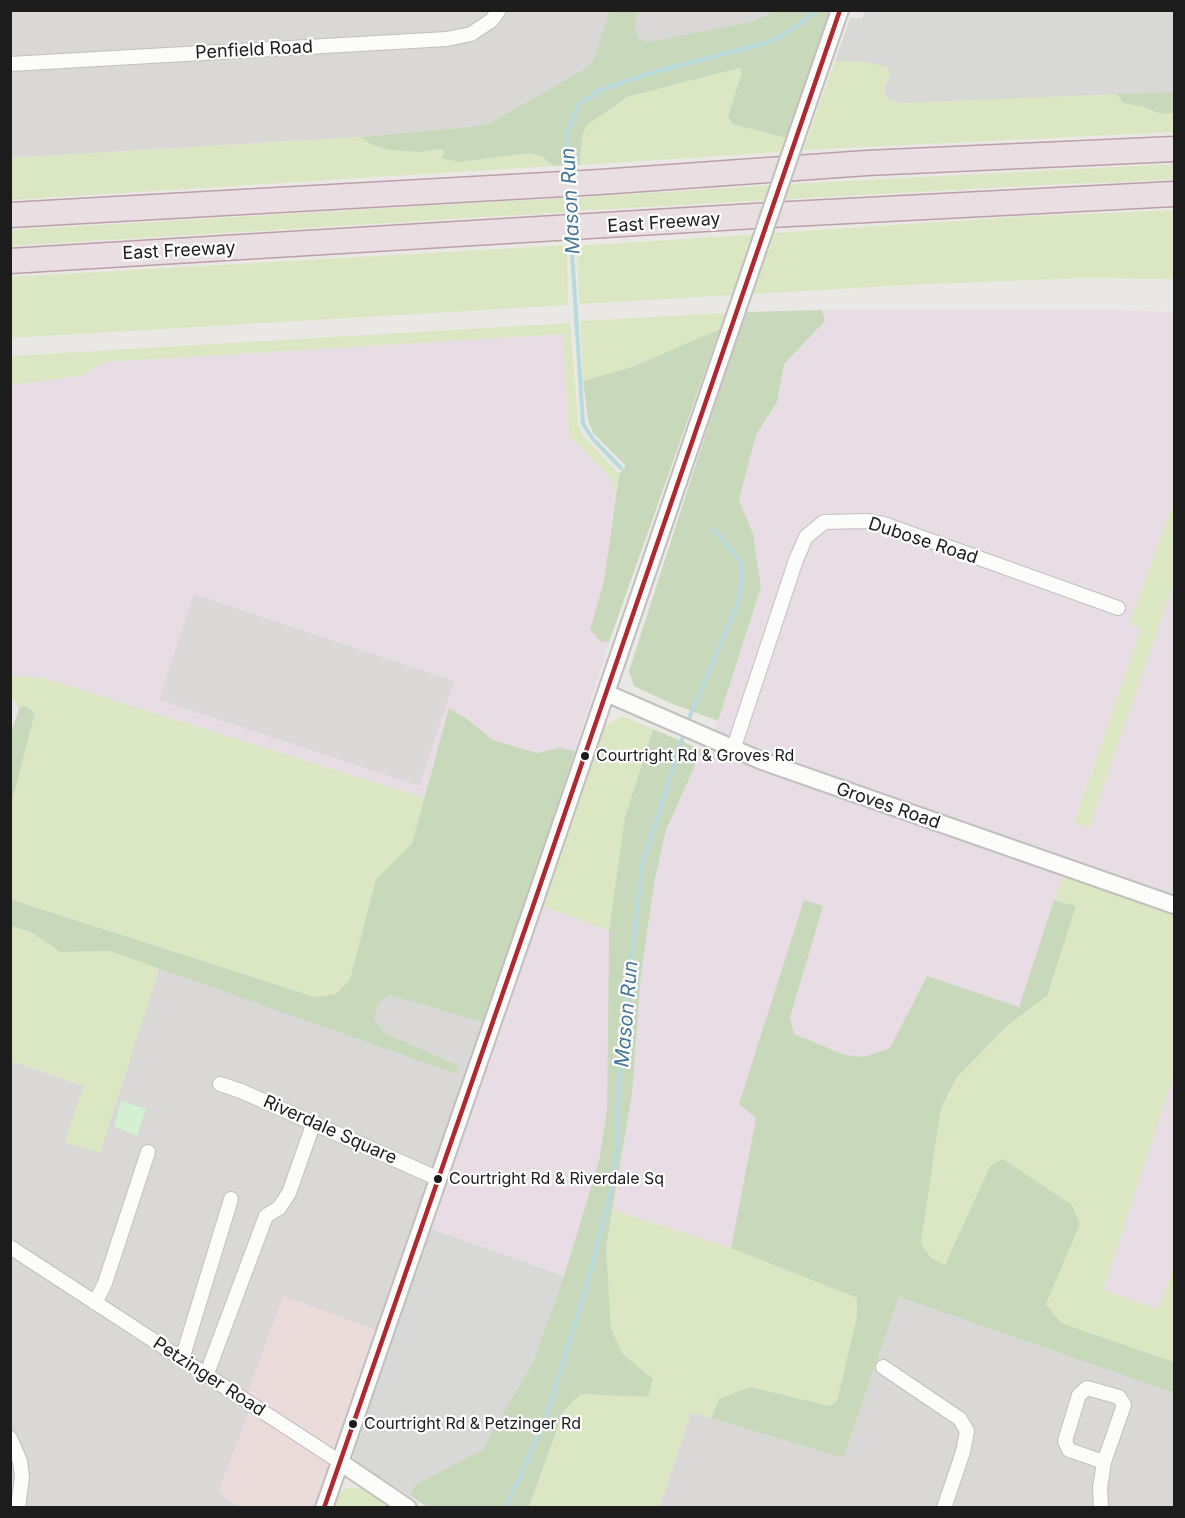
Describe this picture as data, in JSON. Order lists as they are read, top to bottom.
{
  "streets": {
    "highway": ["East Freeway"],
    "street": [
      "Penfield Road",
      "Dubose Road",
      "Groves Road",
      "Riverdale Square",
      "Petzinger Road"
    ]
  },
  "crossings": [
    ["Dubose Road", "Groves Road"]
  ],
  "water": ["Mason Run"],
  "places": ["Courtright Rd & Groves Rd", "Courtright Rd & Riverdale Sq", "Courtright Rd & Petzinger Rd"]
}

──────────────────────────────

◆ What is required ◆
Provide an exact copy of the records, excluding every picture.

◆ Your solution ◆
Describe this picture as data, in JSON. Order lists as they are read, top to bottom.
{
  "streets": {
    "highway": ["East Freeway"],
    "street": [
      "Penfield Road",
      "Dubose Road",
      "Groves Road",
      "Riverdale Square",
      "Petzinger Road"
    ]
  },
  "crossings": [
    ["Dubose Road", "Groves Road"]
  ],
  "water": ["Mason Run"],
  "places": ["Courtright Rd & Groves Rd", "Courtright Rd & Riverdale Sq", "Courtright Rd & Petzinger Rd"]
}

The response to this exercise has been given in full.